L’appréciation est créatrice
Quand ça ne va pas dans votre vie – ce qui doit bien arriver de temps à autre –, quand vous êtes contrarié de quelque façon que ce soit, êtes-vous d’accord pour simplement considérer qu’il vous manque alors quelque chose, que vous éprouvez en tous cas une sorte de manque ? C’est pour le moins la satisfaction qui fait défaut ! Je vous propose de reconnaître ce manque, ce ressenti de manque, ce ressenti « manque ». Or, le reconnaître ne veut pas dire s’en plaindre, ni le déplorer d’une manière ou d’une autre, ni en penser quoi que ce soit. Il y a « percevoir le ressenti, le reconnaître », et il y a « y réagir ». Y réagir, c’est bien sûr y résister.

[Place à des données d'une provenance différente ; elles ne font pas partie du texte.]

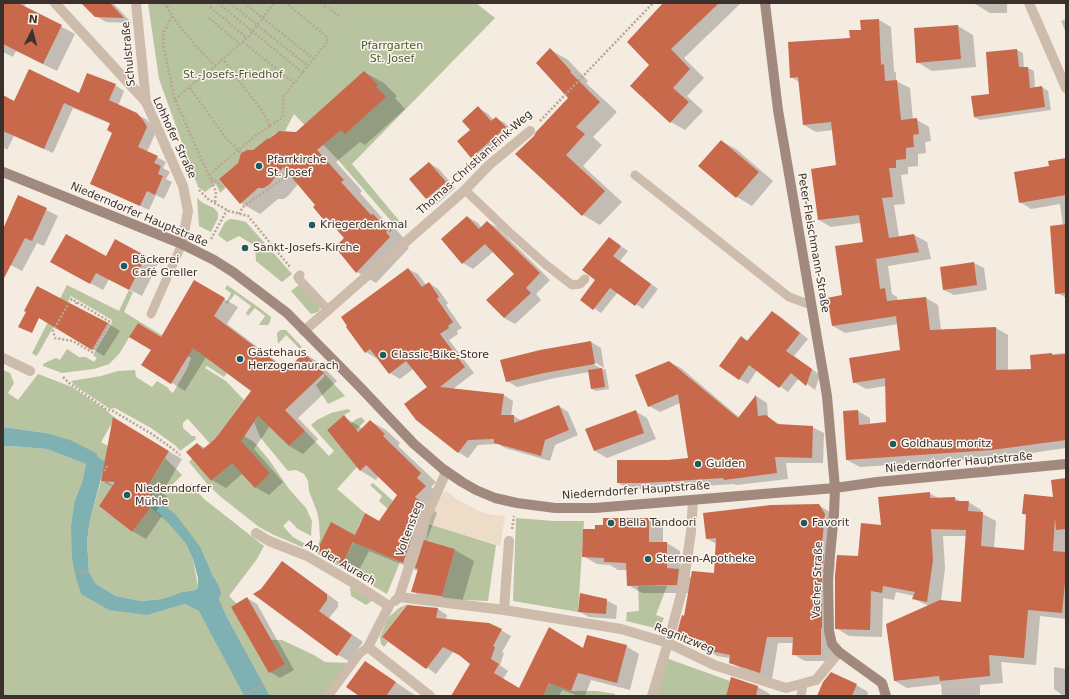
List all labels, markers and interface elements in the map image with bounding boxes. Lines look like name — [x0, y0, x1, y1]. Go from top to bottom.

Faites-le si vous voulez en l’instant même, si vous ne pouvez faire autrement, pendant quelques instants (à savoir vous plaindre, vous désespérer ou réagir comme vous le faites régulièrement), et profitez-en au passage pour voir vraiment que vous faites cela, puis voyez si vous pouvez en venir à ma proposition : juste reconnaître le ressenti « manque ». Et si vous ne pouvez rien faire de la proposition, si tout bonnement vous n’en faites rien, voyez-le aussi ! « Voyez », soit le ressenti (s’il est présent), soit la façon dont vous y réagissez (si c’est le cas), soit que la proposition ne retient pas votre attention dans l’instant. Quoi que ce soit, voyez ! Regardez et voyez !
Sachez encore que vous n’avez toujours pas répondu à l’invitation si vous avez juste pensé – et pensé une fois de plus – à tel ou tel ressenti. Voyez cela sans jugement, sans vous juger, sinon vous continueriez de ne pas « regarder ». Penser à votre manque est une chose, le ressentir en conscience en est une autre. Ne vous dupez pas vous-même en faisant comme si c’était égal, comme si vous suiviez ma proposition.
La différence entre « observer que la jauge d’essence de votre voiture indique qu’il ne reste pas grand-chose dans le réservoir, puis s’arrêter à la prochaine pompe » et « se retrouver en panne sèche perdu dans la nuit en pleine campagne » (quand l’étape précédente n’a pas été prise en compte) est de même niveau que la différence qui existe entre reconnaître un ressenti ou n’importe quoi et le juger ou en penser quoi que ce soit. L’observation produit un effet utile et heureux, le pensée réactionnel fige au mieux ou empire la situation.
Je vous invitais donc à reconnaître le ressenti « manque ». « Mais je ne sais même pas ce qui me manque ! », direz-vous peut-être. Tant mieux ! Observez que je ne vous ai pas demandé ce qu’il vous manquait, que j’ai juste mentionné le ressenti « manque ». Quand vous avez peur d’une chose, avez-vous déjà maintenu votre attention sur le ressenti « peur » ou, de la même façon inutile, la réservez-vous toujours et exclusivement à la chose incriminée ? Tout le monde fonctionne ainsi et ce fonctionnement explique en bonne part la persistance dans notre vie de ce qui ne nous convient pas, de ce qui nous préoccupe. La façon dont nous abordons nos problèmes est certainement inadéquate (inefficace) si les mêmes problèmes se présentent encore et encore dans notre vie. Que risquons-nous à tenter autre chose ?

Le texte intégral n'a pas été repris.